■ What to produce
Go line by line through the data and copy those with the word "Rinta".

■ Excerpted data
=== Section Start ===
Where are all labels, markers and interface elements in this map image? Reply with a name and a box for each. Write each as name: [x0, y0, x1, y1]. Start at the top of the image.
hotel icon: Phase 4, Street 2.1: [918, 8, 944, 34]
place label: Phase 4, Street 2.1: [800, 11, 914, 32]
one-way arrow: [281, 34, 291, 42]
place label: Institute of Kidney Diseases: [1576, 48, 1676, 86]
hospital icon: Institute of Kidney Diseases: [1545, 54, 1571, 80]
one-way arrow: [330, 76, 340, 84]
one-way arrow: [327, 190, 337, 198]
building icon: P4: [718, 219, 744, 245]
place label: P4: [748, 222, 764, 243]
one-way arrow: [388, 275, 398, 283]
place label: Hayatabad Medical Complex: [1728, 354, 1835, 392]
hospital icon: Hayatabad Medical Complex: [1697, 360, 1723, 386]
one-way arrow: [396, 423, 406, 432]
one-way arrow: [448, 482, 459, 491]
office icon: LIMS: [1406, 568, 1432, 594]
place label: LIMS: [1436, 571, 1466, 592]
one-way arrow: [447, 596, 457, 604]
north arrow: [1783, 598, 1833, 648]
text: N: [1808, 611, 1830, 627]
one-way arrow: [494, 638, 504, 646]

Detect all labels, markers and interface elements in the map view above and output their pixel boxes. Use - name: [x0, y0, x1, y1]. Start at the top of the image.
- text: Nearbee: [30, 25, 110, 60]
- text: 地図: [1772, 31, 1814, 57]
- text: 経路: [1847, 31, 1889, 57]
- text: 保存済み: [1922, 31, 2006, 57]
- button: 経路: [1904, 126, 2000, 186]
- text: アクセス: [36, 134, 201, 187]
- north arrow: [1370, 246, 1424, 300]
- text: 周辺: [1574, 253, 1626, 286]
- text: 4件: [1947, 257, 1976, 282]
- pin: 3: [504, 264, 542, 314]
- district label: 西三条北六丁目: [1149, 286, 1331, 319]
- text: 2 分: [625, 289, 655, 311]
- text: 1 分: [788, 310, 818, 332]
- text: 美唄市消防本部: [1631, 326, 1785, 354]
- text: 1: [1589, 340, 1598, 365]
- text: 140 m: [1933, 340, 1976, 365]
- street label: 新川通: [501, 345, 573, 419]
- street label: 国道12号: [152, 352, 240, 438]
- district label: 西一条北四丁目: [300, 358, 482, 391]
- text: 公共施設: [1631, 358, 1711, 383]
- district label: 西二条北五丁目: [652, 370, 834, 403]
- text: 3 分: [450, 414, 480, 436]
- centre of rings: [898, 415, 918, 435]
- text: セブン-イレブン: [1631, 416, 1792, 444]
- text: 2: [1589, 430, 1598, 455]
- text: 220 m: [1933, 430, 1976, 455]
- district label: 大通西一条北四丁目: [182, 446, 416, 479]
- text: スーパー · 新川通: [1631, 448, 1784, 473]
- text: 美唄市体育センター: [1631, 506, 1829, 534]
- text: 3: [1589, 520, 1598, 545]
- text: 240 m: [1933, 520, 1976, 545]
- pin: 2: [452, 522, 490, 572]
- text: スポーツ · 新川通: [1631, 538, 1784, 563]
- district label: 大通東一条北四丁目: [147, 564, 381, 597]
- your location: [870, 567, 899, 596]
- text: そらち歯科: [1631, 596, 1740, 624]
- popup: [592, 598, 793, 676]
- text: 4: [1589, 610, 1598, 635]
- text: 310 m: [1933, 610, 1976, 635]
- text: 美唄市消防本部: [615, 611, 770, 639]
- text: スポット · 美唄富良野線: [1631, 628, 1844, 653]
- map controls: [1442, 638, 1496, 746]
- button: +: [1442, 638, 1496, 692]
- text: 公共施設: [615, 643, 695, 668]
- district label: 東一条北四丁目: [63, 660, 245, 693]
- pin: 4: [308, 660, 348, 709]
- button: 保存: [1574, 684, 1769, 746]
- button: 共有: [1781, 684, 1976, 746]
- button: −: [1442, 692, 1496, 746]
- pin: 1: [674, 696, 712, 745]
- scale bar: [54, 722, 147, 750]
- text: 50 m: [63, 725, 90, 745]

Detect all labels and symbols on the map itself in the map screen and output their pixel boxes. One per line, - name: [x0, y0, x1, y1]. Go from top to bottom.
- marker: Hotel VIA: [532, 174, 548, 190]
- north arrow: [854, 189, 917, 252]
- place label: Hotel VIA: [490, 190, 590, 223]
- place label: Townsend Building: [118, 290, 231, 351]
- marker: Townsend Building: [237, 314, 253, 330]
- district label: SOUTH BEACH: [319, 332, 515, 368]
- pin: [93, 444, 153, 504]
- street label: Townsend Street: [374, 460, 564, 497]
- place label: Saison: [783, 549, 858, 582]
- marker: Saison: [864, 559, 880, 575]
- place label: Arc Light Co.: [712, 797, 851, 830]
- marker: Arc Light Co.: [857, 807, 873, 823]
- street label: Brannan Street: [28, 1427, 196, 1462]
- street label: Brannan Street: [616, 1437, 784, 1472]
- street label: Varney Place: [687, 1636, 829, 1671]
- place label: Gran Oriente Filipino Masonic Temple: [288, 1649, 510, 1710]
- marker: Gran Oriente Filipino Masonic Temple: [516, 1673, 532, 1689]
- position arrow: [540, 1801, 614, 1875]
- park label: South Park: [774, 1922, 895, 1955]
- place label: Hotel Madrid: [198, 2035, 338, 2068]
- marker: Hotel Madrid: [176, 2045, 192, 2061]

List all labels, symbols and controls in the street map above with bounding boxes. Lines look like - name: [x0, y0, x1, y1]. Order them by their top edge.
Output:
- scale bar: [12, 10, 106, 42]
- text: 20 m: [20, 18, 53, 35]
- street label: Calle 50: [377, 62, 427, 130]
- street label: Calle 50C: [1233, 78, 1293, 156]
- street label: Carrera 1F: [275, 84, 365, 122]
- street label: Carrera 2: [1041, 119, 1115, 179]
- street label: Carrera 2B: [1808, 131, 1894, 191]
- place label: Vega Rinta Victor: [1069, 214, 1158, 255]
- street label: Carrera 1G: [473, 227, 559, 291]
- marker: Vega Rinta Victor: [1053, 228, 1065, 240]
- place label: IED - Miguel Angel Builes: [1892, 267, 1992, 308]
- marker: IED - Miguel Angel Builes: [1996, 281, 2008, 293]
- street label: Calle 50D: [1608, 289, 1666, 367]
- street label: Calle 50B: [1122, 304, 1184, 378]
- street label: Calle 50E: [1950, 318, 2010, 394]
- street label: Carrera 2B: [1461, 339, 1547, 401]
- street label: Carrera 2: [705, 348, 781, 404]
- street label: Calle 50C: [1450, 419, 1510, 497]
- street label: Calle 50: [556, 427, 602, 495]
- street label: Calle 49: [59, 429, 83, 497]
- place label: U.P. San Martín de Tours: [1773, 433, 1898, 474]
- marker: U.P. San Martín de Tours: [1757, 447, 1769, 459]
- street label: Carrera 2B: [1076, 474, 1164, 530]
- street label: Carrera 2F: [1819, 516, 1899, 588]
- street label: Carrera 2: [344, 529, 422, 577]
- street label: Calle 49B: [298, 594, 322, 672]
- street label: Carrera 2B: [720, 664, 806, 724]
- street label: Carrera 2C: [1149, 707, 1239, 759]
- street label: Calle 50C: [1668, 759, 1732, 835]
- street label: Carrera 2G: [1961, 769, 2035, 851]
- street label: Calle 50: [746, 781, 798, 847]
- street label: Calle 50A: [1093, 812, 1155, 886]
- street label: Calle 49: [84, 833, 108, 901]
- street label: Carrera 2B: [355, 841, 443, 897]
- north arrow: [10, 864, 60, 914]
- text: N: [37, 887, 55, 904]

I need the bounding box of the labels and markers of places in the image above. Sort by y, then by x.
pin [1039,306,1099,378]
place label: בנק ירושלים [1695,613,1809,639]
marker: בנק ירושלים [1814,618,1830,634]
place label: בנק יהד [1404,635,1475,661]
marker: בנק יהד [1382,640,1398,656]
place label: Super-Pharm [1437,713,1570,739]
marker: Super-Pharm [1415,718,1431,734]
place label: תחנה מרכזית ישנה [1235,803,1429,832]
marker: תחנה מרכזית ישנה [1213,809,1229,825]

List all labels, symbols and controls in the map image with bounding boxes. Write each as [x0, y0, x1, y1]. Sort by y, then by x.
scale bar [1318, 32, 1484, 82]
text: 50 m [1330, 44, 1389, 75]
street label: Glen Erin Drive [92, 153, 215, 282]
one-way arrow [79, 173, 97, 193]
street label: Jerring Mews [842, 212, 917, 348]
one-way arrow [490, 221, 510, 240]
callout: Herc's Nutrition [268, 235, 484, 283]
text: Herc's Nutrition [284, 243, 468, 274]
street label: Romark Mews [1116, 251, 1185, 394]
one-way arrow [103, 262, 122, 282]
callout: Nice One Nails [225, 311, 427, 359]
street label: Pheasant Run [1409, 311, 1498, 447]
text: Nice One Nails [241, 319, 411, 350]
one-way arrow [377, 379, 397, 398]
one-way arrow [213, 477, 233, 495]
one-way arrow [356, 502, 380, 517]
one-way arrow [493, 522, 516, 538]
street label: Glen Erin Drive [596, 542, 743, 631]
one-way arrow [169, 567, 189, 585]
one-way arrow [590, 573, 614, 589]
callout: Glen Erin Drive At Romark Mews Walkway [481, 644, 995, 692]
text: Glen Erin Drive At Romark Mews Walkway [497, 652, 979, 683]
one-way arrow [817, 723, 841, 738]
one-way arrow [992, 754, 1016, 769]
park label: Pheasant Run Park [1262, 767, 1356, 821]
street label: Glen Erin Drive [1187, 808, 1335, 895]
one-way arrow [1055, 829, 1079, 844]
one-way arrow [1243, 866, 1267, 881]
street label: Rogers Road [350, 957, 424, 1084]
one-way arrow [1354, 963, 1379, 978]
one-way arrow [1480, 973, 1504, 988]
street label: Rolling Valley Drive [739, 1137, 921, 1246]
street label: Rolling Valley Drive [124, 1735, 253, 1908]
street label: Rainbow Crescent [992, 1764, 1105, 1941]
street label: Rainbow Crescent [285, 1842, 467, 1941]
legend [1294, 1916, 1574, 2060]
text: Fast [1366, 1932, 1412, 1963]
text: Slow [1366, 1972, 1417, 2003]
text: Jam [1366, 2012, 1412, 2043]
=== Section End ===
■ Problem solution
- place label: Vega Rinta Victor: [1069, 214, 1158, 255]
- marker: Vega Rinta Victor: [1053, 228, 1065, 240]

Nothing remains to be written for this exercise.